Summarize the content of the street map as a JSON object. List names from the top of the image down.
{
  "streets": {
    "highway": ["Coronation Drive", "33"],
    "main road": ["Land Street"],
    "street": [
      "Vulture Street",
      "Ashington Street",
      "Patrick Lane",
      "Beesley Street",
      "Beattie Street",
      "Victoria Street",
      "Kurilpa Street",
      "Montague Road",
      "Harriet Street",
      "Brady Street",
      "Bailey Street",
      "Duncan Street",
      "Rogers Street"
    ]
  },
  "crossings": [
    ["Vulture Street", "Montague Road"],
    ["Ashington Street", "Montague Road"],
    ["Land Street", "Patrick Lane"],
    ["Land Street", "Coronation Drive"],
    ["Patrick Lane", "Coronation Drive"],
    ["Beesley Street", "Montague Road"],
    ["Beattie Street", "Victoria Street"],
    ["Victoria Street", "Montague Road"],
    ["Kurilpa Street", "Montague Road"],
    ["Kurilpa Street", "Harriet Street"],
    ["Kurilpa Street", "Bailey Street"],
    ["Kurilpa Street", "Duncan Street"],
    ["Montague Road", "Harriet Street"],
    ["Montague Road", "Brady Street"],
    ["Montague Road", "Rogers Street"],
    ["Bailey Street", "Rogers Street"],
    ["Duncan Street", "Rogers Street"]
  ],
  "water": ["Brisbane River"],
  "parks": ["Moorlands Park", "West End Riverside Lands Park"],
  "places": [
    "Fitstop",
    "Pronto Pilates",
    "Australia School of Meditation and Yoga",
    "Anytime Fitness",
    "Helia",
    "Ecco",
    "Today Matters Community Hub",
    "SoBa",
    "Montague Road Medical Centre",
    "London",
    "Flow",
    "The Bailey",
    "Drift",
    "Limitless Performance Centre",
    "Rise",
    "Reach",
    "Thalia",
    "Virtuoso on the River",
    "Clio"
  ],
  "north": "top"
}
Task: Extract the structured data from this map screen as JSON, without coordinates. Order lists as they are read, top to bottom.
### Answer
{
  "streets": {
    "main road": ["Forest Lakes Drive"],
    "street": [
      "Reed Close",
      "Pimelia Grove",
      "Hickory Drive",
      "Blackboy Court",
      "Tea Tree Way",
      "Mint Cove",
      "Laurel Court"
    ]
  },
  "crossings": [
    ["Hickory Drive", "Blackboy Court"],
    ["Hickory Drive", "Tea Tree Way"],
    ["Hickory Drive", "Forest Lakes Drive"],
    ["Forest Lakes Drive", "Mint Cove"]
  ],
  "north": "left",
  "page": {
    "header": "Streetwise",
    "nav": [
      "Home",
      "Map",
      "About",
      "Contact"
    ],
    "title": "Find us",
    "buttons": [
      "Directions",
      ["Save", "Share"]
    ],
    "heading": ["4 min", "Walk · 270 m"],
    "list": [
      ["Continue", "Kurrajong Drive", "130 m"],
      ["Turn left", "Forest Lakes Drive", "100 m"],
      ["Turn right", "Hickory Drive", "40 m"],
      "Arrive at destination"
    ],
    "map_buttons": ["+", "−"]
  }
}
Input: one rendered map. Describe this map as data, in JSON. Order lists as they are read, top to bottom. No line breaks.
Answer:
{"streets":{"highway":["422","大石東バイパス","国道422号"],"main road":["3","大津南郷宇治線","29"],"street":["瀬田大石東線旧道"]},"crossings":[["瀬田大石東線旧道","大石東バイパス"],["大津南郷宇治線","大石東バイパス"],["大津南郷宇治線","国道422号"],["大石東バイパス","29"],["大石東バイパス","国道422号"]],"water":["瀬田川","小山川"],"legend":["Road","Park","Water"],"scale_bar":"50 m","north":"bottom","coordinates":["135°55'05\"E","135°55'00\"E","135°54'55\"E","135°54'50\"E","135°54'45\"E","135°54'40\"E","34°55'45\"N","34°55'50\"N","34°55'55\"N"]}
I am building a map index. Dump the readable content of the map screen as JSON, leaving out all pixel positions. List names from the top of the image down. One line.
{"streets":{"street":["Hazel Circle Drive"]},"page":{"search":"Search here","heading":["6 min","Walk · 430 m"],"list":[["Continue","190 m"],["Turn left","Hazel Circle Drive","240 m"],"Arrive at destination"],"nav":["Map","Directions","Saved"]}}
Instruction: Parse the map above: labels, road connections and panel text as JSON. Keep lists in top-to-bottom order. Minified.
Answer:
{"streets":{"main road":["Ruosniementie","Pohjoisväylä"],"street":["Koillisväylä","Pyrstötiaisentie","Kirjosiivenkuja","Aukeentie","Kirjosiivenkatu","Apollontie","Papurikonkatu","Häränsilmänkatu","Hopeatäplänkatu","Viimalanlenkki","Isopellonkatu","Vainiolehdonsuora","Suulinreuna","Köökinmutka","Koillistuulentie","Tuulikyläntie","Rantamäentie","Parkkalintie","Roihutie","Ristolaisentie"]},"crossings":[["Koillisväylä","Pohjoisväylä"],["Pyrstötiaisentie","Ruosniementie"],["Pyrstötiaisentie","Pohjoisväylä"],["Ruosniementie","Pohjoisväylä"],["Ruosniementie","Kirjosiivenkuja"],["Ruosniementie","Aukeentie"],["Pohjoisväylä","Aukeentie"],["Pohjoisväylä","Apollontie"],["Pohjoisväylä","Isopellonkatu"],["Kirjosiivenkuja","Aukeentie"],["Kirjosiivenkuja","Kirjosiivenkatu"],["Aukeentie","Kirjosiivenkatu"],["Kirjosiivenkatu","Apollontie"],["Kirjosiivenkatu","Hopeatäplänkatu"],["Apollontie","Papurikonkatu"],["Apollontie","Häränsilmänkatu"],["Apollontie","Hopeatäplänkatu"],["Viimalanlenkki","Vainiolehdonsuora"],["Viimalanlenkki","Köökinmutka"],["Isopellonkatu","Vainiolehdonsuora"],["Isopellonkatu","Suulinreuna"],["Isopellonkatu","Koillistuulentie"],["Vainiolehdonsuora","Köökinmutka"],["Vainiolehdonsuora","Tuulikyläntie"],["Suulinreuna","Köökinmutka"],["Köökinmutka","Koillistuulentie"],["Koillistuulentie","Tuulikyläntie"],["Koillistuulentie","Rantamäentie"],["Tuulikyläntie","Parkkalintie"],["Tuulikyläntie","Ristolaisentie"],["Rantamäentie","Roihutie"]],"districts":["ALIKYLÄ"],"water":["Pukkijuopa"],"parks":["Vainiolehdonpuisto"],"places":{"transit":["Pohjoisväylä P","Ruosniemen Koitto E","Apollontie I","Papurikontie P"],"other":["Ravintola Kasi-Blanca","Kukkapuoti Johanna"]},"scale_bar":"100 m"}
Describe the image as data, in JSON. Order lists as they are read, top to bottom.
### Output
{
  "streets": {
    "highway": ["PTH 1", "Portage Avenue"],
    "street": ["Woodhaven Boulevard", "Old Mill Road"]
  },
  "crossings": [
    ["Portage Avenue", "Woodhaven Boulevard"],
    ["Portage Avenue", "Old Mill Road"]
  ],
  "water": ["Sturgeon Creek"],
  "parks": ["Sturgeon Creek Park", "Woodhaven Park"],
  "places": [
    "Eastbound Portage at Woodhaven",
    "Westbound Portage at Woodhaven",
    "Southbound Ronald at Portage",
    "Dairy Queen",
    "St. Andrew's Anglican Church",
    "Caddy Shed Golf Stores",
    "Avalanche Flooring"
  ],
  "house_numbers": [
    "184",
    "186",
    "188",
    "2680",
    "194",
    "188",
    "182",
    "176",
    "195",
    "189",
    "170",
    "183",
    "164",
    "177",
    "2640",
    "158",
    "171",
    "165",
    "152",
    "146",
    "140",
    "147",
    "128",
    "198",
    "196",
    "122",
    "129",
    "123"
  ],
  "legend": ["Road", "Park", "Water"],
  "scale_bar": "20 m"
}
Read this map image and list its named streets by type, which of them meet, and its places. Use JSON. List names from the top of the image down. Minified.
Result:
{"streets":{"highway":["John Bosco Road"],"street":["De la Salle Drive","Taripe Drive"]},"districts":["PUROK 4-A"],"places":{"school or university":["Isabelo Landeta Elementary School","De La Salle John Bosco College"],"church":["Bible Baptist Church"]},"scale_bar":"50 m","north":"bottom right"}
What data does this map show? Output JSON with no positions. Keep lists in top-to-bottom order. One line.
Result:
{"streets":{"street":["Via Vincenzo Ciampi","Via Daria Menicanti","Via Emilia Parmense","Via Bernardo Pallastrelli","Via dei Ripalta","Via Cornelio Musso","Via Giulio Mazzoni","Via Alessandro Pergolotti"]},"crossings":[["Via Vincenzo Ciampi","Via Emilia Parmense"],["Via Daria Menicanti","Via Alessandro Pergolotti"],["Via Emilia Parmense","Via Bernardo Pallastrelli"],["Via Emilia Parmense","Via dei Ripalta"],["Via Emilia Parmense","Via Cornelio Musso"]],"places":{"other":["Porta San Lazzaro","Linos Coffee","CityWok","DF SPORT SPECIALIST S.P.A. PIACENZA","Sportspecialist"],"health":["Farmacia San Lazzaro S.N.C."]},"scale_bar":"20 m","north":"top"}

**To do**
In the data above, retype exactly and only the lines between the one holding "I am building" and the one holding "Instruction: Parse the", inclusive.

**Response area**
I am building a map index. Dump the readable content of the map screen as JSON, leaving out all pixel positions. List names from the top of the image down. One line.
{"streets":{"street":["Hazel Circle Drive"]},"page":{"search":"Search here","heading":["6 min","Walk · 430 m"],"list":[["Continue","190 m"],["Turn left","Hazel Circle Drive","240 m"],"Arrive at destination"],"nav":["Map","Directions","Saved"]}}
Instruction: Parse the map above: labels, road connections and panel text as JSON. Keep lists in top-to-bottom order. Minified.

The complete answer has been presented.